Я с трудом представляю, как можно любить Марлинского, а уж насчет цивилизации… Впрочем, легко догадаться, что речь идет не о контакте с самим Теофилем, а о том, что Лика стала жрицей в секте тарелочников. А когда она ею стала?! Пардон! — ведь она же могла подзалететь от тарелки, ведь они ж там садятся в нее… Но почему она сделала аборт, если она такая до сумасшествия ревностная поклонница неземных цивилизаций? Может, потому что не знала от кого залетела — от Марли или от звездных пришельцев? Действительно, ведь это религия, здесь надо точно знать, что к чему; тут ведь вопрос свободы совести — а вдруг вместо неземного существа родится ублюдок Марлинского!?

Но зачем Лика говорила об этом с Томочкой?
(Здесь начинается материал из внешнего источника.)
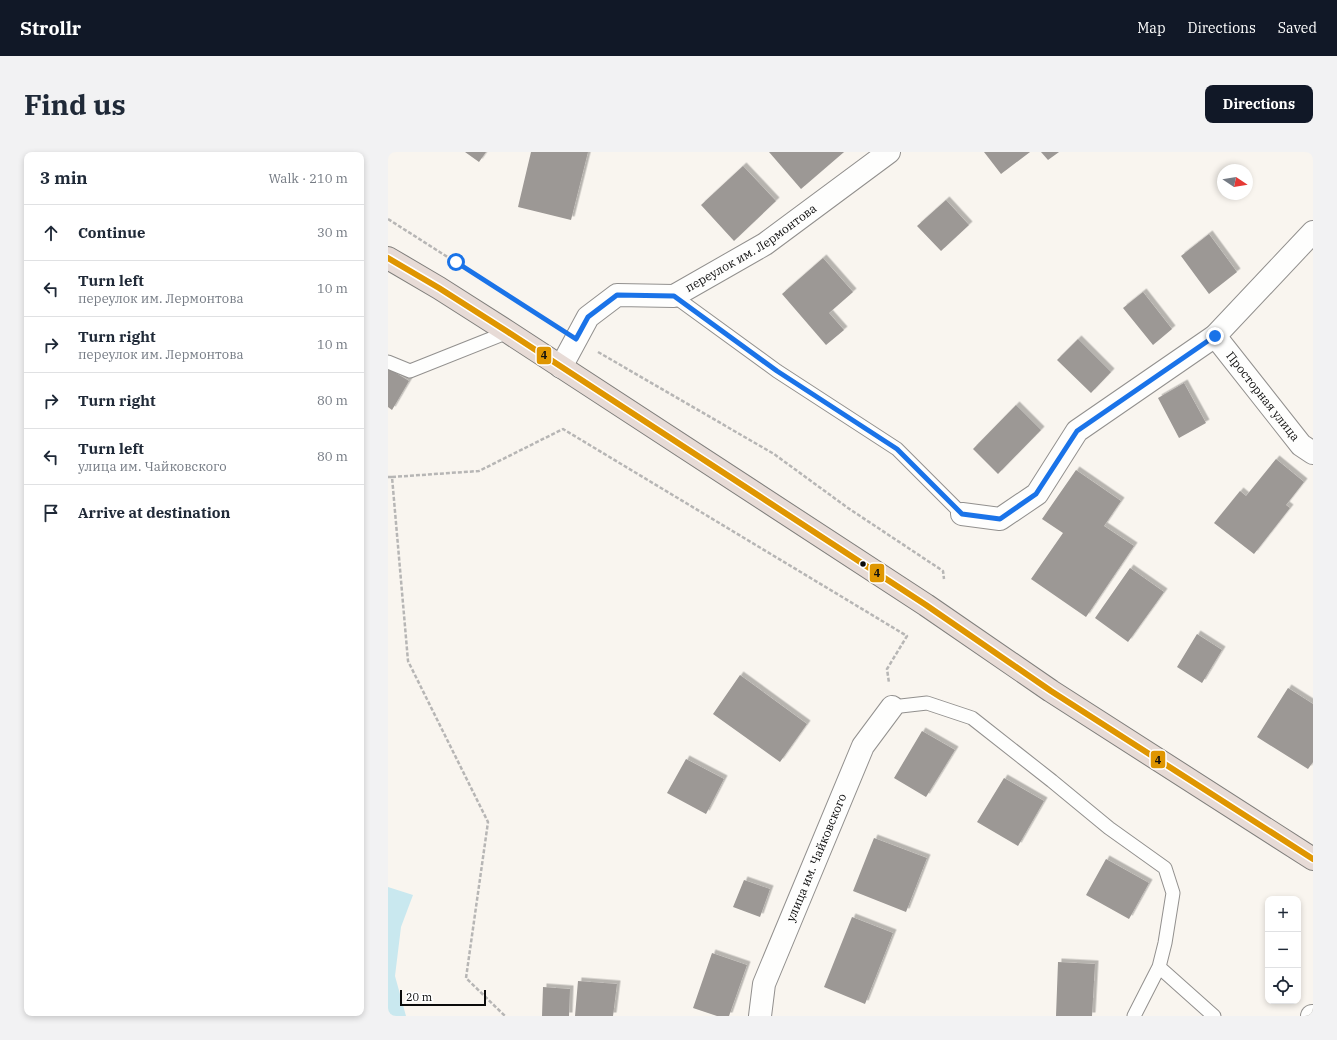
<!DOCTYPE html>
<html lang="en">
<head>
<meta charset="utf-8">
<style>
  body { margin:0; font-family:"IBM Plex Serif",serif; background:#f2f2f3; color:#1f2937 }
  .controls { position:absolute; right:12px; bottom:12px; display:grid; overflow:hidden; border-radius:8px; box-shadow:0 2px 6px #0003 }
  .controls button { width:36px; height:36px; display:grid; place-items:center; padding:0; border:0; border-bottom:1px solid #e0e1e3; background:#fff; color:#1f2937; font:20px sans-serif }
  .compass { position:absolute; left:829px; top:12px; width:36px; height:36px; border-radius:50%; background:#fff; box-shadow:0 2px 6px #0003; rotate:102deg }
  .scale { position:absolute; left:12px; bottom:10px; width:86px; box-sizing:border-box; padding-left:4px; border:2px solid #0b0b0b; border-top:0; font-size:11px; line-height:14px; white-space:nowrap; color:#0b0b0b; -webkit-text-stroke:3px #fff; paint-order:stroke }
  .stop { position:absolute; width:12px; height:12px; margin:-9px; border:3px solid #1a73e8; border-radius:50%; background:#fff }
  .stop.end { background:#1a73e8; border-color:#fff; box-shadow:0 1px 4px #0008 }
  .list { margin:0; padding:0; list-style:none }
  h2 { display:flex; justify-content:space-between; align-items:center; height:52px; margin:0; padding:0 16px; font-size:17px }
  h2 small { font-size:13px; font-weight:400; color:#747a83 }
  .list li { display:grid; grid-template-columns:26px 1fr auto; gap:12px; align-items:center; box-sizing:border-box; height:56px; padding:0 16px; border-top:1px solid #e0e1e3 }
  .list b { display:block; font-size:15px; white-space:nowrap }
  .list p { margin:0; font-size:13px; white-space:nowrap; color:#747a83 }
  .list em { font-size:13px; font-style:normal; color:#747a83 }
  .icon { flex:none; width:22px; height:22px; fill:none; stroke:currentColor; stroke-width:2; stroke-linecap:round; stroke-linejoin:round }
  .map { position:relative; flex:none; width:925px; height:864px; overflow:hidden; border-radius:8px }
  header { display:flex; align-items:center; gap:24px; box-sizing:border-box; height:56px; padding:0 20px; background:#111827; color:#fff }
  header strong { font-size:19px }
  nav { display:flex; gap:22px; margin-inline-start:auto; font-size:14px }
  .intro { display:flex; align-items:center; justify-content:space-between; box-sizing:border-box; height:96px; padding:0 24px }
  h1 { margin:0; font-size:28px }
  .button { padding:10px 18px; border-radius:8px; background:#111827; color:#fff; font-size:14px; font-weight:700 }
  main { display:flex; gap:24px; padding:0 24px }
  aside { flex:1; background:#fff; border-radius:8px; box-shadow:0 2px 6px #0003 }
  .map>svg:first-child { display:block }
  .water { fill:#c9e8ef }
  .building { fill:#9c9895; filter:url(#shadow) }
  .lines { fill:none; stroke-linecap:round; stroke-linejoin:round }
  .lane-casing { stroke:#92908e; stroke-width:15 }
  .street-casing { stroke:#92908e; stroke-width:24 }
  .highway-casing { stroke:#7f7e7b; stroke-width:24 }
  .path { stroke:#b7b6b5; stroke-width:2.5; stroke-dasharray:4 2; stroke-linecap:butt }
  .lane { stroke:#fefefd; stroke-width:13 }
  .street { stroke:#fefefd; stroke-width:22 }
  .highway { stroke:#e7dbd6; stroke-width:22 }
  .bus-1-casing { stroke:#fff; stroke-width:9 }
  .bus-1 { stroke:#df9601; stroke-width:6 }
  .route { stroke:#1a73e8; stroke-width:5 }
  .bus-dot { fill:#0b0b0b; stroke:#fff; stroke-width:1.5 }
  .labels { text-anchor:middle; stroke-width:4; stroke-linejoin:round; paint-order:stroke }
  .street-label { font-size:12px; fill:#0b0b0b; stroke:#fff }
  .line-badge { stroke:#fff; stroke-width:1.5 }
  .pale-badge-label { font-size:11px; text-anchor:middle; font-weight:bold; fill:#111 }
</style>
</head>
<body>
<header>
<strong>Strollr</strong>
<nav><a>Map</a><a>Directions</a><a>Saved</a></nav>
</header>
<div class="intro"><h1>Find us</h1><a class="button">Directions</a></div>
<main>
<aside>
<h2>3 min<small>Walk · 210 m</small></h2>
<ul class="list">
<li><svg class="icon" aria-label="ahead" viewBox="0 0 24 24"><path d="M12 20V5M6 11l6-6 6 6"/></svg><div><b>Continue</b></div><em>30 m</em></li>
<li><svg class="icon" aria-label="left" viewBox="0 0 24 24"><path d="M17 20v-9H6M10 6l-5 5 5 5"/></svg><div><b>Turn left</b><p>переулок им. Лермонтова</p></div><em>10 m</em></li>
<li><svg class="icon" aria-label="right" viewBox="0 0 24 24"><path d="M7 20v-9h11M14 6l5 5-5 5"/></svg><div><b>Turn right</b><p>переулок им. Лермонтова</p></div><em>10 m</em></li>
<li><svg class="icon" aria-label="right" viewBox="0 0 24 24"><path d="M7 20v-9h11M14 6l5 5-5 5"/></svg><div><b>Turn right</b></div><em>80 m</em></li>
<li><svg class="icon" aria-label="left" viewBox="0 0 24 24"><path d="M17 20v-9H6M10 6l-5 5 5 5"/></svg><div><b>Turn left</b><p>улица им. Чайковского</p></div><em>80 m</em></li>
<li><svg class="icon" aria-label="arrive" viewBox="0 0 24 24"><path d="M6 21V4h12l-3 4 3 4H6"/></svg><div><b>Arrive at destination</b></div></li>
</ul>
</aside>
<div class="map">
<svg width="925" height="864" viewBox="0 0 925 864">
  <defs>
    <filter id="shadow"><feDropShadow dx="3.5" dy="-3.5" stdDeviation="0" flood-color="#0004"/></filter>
  </defs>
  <rect width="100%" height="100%" fill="#f9f5ef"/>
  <path class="water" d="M 0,735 L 25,743 L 13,775 L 7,824 L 18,864 L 0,864 Z"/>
  <path class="building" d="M 77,0 L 98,0 L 91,10 Z
    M 143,0 L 200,0 L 183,68 L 130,55 Z
    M 381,0 L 456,0 L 413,37 Z
    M 596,0 L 642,0 L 613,22 Z
    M 653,0 L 671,0 L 660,8 Z
    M 355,14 L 388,49 L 346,89 L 313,53 Z
    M 558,48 L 581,73 L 553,99 L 529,74 Z
    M 821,82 L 849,120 L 821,142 L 793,104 Z
    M 435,106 L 465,140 L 441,161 L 456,178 L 438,193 L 394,142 Z
    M 755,140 L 784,177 L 765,193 L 735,156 Z
    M 690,187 L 723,220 L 703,241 L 669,208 Z
    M 0,216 L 21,229 L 4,258 L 0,255 Z
    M 796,231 L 818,271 L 791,286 L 770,246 Z
    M 628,253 L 653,278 L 610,322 L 585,297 Z
    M 888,307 L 916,330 L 898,353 L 902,356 L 866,402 L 826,371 L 852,339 L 858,344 Z
    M 688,318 L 733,349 L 716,374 L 746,394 L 698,465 L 643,427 L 675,381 L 654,367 Z
    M 742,416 L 776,440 L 740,490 L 707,466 Z
    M 809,482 L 834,498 L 814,531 L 789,515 Z
    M 352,523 L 419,572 L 392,610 L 325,562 Z
    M 900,536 L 925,552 L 925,610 L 920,617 L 869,585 Z
    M 534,579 L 567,598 L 538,645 L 506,626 Z
    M 298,607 L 336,627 L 318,662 L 279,641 Z
    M 616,626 L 656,649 L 630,694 L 589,670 Z
    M 486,686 L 539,706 L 518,760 L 465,739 Z
    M 718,707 L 761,731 L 741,767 L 698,743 Z
    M 356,728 L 382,737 L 372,765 L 345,755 Z
    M 464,765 L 505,781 L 477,852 L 436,835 Z
    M 324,801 L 359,813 L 341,864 L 329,864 L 305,856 Z
    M 670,810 L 707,812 L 704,864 L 668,864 Z
    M 190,829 L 229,832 L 225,864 L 187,864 Z
    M 155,835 L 182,837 L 181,864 L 154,864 Z"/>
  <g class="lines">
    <g class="lane-casing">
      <path id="lane" d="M 286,144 L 389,219 L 509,297 L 574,362
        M 0,210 L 22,219 L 120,180
        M 504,555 L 539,551 L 584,566 L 664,629 L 721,676 L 777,716 L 785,741 L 777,791 L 771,815 L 746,864
        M 771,815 L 826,864"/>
    </g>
    <g class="street-casing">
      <g id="street">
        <path id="s1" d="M 827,184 L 913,293 L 925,301"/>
        <path id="s2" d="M 173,215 L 200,165 L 229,143 L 286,144 L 377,92 L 501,0"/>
        <path d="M 574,362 L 612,367 L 649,342 L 689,279 L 827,184 L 925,80"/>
        <path id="s3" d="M 372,864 L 376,832 L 475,594 L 504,555"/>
        <path d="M 924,864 L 925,864"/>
      </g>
    </g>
    <g class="highway-casing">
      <path id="highway" d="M 0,106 L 51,136 L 120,180 L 538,453 L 663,539 L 925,707"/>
    </g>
    <path class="path" d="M 0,67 L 166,173
      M 210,200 L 386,302 L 460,356 L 555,419 L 556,427
      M 0,325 L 4,325 L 20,509 L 100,670 L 78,826 L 117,864
      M 4,325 L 91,319 L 175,277 L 519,484 L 499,517 L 501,531"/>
    <use href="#lane" class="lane"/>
    <use href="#street" class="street"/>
    <use href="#highway" class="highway"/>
    <g class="bus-1-casing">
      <path id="bus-1" d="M 0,106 L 51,136 L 120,180 L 538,453 L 663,539 L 925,707"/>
    </g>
    <use href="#bus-1" class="bus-1"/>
  </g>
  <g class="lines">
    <path class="route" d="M 68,110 L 188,187 L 200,165 L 229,143 L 286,144 L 389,219 L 509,297 L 574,362 L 612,367 L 648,342 L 689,279 L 827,184"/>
  </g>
  <circle class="bus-dot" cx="475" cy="412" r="3.5"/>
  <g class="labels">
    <g class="street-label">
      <text dy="4" stroke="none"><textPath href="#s2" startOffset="241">переулок им. Лермонтова</textPath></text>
      <text dy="4" stroke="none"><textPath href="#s1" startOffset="77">Просторная улица</textPath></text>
      <text dy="4" stroke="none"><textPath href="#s3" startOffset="169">улица им. Чайковского</textPath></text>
    </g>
  </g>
  <g class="line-badge">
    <rect x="148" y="194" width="16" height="19" rx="4" fill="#df9601"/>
    <rect x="481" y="411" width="16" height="20" rx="4" fill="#df9601"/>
    <rect x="762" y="598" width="16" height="19" rx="4" fill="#df9601"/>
  </g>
  <g class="pale-badge-label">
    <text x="156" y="207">4</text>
    <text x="489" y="425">4</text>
    <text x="770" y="612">4</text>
  </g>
</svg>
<div class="controls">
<button>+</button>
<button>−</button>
<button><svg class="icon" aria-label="locate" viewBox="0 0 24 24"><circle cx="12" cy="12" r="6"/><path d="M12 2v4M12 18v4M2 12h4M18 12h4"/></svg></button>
</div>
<svg class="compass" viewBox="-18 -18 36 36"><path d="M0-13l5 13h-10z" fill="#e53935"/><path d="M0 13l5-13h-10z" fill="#747a83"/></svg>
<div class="scale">20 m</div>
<div class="stop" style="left:68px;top:110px"></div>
<div class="stop end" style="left:827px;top:184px"></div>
</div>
</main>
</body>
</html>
Вы же видите, как она (Томик) все понимает: влюбилась в цивилизацию и дело с концом — убогая девка. Однако и то, что я думаю, — тоже ведь только непроверенные предположения.

— Но ведь это же галлюцинации, — ответила Тома. — Я ей так прямо и сказала: «Ложись-ка ты в больницу, пока не поздно». Она не хочет. Правда, потом согласилась. Сходил бы ты к ней сам — что-нибудь посоветуешь…

— Непременно, — сказал я.

Обязательно надо сходить. Только, конечно, не затем, чтобы советовать ложиться в больницу, наоборот — отсоветовать. После прочтения инструкции я стал противником больниц. Главное, мне хотелось как-то успокоить Лику и узнать, действительно ли она такая фанатичная сектантка? Или все же больна? Или, может, опять Теофиль внушает ей что–то? — пакостник, вот его бы положить в больницу, да довести до судорог инсулиновыми шоками. Зачем внушаешь любовь молоденьким девушкам, гадина тысячелетняя?